Extracted data entries:

_ _ _

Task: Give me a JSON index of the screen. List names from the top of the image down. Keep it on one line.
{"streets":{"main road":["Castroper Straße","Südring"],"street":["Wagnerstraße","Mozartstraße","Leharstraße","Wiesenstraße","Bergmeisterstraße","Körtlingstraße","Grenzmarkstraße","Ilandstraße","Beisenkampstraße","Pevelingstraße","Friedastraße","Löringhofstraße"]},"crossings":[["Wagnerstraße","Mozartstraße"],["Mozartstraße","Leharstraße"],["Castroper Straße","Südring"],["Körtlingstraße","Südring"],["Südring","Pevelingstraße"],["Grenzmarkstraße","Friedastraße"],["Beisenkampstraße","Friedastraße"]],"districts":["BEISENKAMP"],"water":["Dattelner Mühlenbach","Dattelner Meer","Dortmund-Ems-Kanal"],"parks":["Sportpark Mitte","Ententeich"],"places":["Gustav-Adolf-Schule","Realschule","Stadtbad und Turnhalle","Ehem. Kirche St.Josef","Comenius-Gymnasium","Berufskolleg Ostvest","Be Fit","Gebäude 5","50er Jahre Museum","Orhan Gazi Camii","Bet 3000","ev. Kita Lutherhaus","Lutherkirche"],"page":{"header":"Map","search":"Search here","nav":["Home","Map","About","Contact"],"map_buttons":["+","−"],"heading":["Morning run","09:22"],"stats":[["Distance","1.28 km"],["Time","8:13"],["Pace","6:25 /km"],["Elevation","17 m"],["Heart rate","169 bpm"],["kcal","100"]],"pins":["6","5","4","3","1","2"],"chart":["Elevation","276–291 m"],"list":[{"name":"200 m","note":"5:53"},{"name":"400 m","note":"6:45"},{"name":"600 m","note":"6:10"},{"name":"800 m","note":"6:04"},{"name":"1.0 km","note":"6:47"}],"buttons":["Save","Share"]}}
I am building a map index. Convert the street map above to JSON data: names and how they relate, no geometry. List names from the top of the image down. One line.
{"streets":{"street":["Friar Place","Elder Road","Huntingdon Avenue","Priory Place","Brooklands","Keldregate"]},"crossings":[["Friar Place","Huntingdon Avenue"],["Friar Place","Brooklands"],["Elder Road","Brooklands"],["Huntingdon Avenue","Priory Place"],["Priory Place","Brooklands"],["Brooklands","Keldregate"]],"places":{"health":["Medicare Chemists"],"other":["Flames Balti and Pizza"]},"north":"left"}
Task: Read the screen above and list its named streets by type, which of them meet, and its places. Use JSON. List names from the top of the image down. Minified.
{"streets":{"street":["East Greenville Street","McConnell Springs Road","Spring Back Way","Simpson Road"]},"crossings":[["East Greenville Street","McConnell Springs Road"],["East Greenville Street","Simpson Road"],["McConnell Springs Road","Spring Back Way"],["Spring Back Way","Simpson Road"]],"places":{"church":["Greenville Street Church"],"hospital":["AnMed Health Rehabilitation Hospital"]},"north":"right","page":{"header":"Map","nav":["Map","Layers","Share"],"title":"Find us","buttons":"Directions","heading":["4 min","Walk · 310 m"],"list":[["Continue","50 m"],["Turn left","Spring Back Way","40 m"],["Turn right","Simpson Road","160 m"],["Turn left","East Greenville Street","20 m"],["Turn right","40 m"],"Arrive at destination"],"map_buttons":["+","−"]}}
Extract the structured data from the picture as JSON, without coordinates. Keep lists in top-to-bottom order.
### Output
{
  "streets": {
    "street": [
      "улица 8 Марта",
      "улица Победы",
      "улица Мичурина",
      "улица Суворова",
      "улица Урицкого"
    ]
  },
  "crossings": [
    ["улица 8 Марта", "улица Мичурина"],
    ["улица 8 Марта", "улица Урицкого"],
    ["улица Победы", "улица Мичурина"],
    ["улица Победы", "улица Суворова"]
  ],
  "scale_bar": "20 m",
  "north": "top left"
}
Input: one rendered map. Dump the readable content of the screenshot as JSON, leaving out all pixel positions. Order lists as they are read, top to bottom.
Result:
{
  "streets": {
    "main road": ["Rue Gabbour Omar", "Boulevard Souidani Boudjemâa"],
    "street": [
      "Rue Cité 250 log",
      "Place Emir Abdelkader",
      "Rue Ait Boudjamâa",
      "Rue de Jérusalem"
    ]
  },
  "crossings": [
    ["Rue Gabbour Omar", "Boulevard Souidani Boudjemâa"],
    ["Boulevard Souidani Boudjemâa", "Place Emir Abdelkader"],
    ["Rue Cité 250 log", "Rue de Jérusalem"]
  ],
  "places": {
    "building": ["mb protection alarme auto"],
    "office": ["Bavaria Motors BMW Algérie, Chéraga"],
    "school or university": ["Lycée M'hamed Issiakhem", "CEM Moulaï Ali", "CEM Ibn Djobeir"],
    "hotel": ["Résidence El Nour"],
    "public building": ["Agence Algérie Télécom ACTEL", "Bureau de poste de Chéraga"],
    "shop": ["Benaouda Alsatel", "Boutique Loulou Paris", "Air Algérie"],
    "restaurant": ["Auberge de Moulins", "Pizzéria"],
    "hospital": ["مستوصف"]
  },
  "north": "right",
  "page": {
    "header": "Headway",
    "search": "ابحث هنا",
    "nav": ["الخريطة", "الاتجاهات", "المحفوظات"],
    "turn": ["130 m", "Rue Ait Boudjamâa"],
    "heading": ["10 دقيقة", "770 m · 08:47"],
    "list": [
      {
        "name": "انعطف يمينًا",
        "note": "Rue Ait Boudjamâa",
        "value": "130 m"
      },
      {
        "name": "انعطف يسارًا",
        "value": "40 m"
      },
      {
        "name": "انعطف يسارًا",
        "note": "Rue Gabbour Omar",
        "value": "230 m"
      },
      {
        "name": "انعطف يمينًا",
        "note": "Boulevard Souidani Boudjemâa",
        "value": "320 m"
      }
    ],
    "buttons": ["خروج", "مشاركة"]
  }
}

_ _ _

DIRECTIONS FOR THIS TASK: Line by line, please copy the records above exactly.

EXPECTED ANSWER:
Task: Give me a JSON index of the screen. List names from the top of the image down. Keep it on one line.
{"streets":{"main road":["Castroper Straße","Südring"],"street":["Wagnerstraße","Mozartstraße","Leharstraße","Wiesenstraße","Bergmeisterstraße","Körtlingstraße","Grenzmarkstraße","Ilandstraße","Beisenkampstraße","Pevelingstraße","Friedastraße","Löringhofstraße"]},"crossings":[["Wagnerstraße","Mozartstraße"],["Mozartstraße","Leharstraße"],["Castroper Straße","Südring"],["Körtlingstraße","Südring"],["Südring","Pevelingstraße"],["Grenzmarkstraße","Friedastraße"],["Beisenkampstraße","Friedastraße"]],"districts":["BEISENKAMP"],"water":["Dattelner Mühlenbach","Dattelner Meer","Dortmund-Ems-Kanal"],"parks":["Sportpark Mitte","Ententeich"],"places":["Gustav-Adolf-Schule","Realschule","Stadtbad und Turnhalle","Ehem. Kirche St.Josef","Comenius-Gymnasium","Berufskolleg Ostvest","Be Fit","Gebäude 5","50er Jahre Museum","Orhan Gazi Camii","Bet 3000","ev. Kita Lutherhaus","Lutherkirche"],"page":{"header":"Map","search":"Search here","nav":["Home","Map","About","Contact"],"map_buttons":["+","−"],"heading":["Morning run","09:22"],"stats":[["Distance","1.28 km"],["Time","8:13"],["Pace","6:25 /km"],["Elevation","17 m"],["Heart rate","169 bpm"],["kcal","100"]],"pins":["6","5","4","3","1","2"],"chart":["Elevation","276–291 m"],"list":[{"name":"200 m","note":"5:53"},{"name":"400 m","note":"6:45"},{"name":"600 m","note":"6:10"},{"name":"800 m","note":"6:04"},{"name":"1.0 km","note":"6:47"}],"buttons":["Save","Share"]}}
I am building a map index. Convert the street map above to JSON data: names and how they relate, no geometry. List names from the top of the image down. One line.
{"streets":{"street":["Friar Place","Elder Road","Huntingdon Avenue","Priory Place","Brooklands","Keldregate"]},"crossings":[["Friar Place","Huntingdon Avenue"],["Friar Place","Brooklands"],["Elder Road","Brooklands"],["Huntingdon Avenue","Priory Place"],["Priory Place","Brooklands"],["Brooklands","Keldregate"]],"places":{"health":["Medicare Chemists"],"other":["Flames Balti and Pizza"]},"north":"left"}
Task: Read the screen above and list its named streets by type, which of them meet, and its places. Use JSON. List names from the top of the image down. Minified.
{"streets":{"street":["East Greenville Street","McConnell Springs Road","Spring Back Way","Simpson Road"]},"crossings":[["East Greenville Street","McConnell Springs Road"],["East Greenville Street","Simpson Road"],["McConnell Springs Road","Spring Back Way"],["Spring Back Way","Simpson Road"]],"places":{"church":["Greenville Street Church"],"hospital":["AnMed Health Rehabilitation Hospital"]},"north":"right","page":{"header":"Map","nav":["Map","Layers","Share"],"title":"Find us","buttons":"Directions","heading":["4 min","Walk · 310 m"],"list":[["Continue","50 m"],["Turn left","Spring Back Way","40 m"],["Turn right","Simpson Road","160 m"],["Turn left","East Greenville Street","20 m"],["Turn right","40 m"],"Arrive at destination"],"map_buttons":["+","−"]}}
Extract the structured data from the picture as JSON, without coordinates. Keep lists in top-to-bottom order.
### Output
{
  "streets": {
    "street": [
      "улица 8 Марта",
      "улица Победы",
      "улица Мичурина",
      "улица Суворова",
      "улица Урицкого"
    ]
  },
  "crossings": [
    ["улица 8 Марта", "улица Мичурина"],
    ["улица 8 Марта", "улица Урицкого"],
    ["улица Победы", "улица Мичурина"],
    ["улица Победы", "улица Суворова"]
  ],
  "scale_bar": "20 m",
  "north": "top left"
}
Input: one rendered map. Dump the readable content of the screenshot as JSON, leaving out all pixel positions. Order lists as they are read, top to bottom.
Result:
{
  "streets": {
    "main road": ["Rue Gabbour Omar", "Boulevard Souidani Boudjemâa"],
    "street": [
      "Rue Cité 250 log",
      "Place Emir Abdelkader",
      "Rue Ait Boudjamâa",
      "Rue de Jérusalem"
    ]
  },
  "crossings": [
    ["Rue Gabbour Omar", "Boulevard Souidani Boudjemâa"],
    ["Boulevard Souidani Boudjemâa", "Place Emir Abdelkader"],
    ["Rue Cité 250 log", "Rue de Jérusalem"]
  ],
  "places": {
    "building": ["mb protection alarme auto"],
    "office": ["Bavaria Motors BMW Algérie, Chéraga"],
    "school or university": ["Lycée M'hamed Issiakhem", "CEM Moulaï Ali", "CEM Ibn Djobeir"],
    "hotel": ["Résidence El Nour"],
    "public building": ["Agence Algérie Télécom ACTEL", "Bureau de poste de Chéraga"],
    "shop": ["Benaouda Alsatel", "Boutique Loulou Paris", "Air Algérie"],
    "restaurant": ["Auberge de Moulins", "Pizzéria"],
    "hospital": ["مستوصف"]
  },
  "north": "right",
  "page": {
    "header": "Headway",
    "search": "ابحث هنا",
    "nav": ["الخريطة", "الاتجاهات", "المحفوظات"],
    "turn": ["130 m", "Rue Ait Boudjamâa"],
    "heading": ["10 دقيقة", "770 m · 08:47"],
    "list": [
      {
        "name": "انعطف يمينًا",
        "note": "Rue Ait Boudjamâa",
        "value": "130 m"
      },
      {
        "name": "انعطف يسارًا",
        "value": "40 m"
      },
      {
        "name": "انعطف يسارًا",
        "note": "Rue Gabbour Omar",
        "value": "230 m"
      },
      {
        "name": "انعطف يمينًا",
        "note": "Boulevard Souidani Boudjemâa",
        "value": "320 m"
      }
    ],
    "buttons": ["خروج", "مشاركة"]
  }
}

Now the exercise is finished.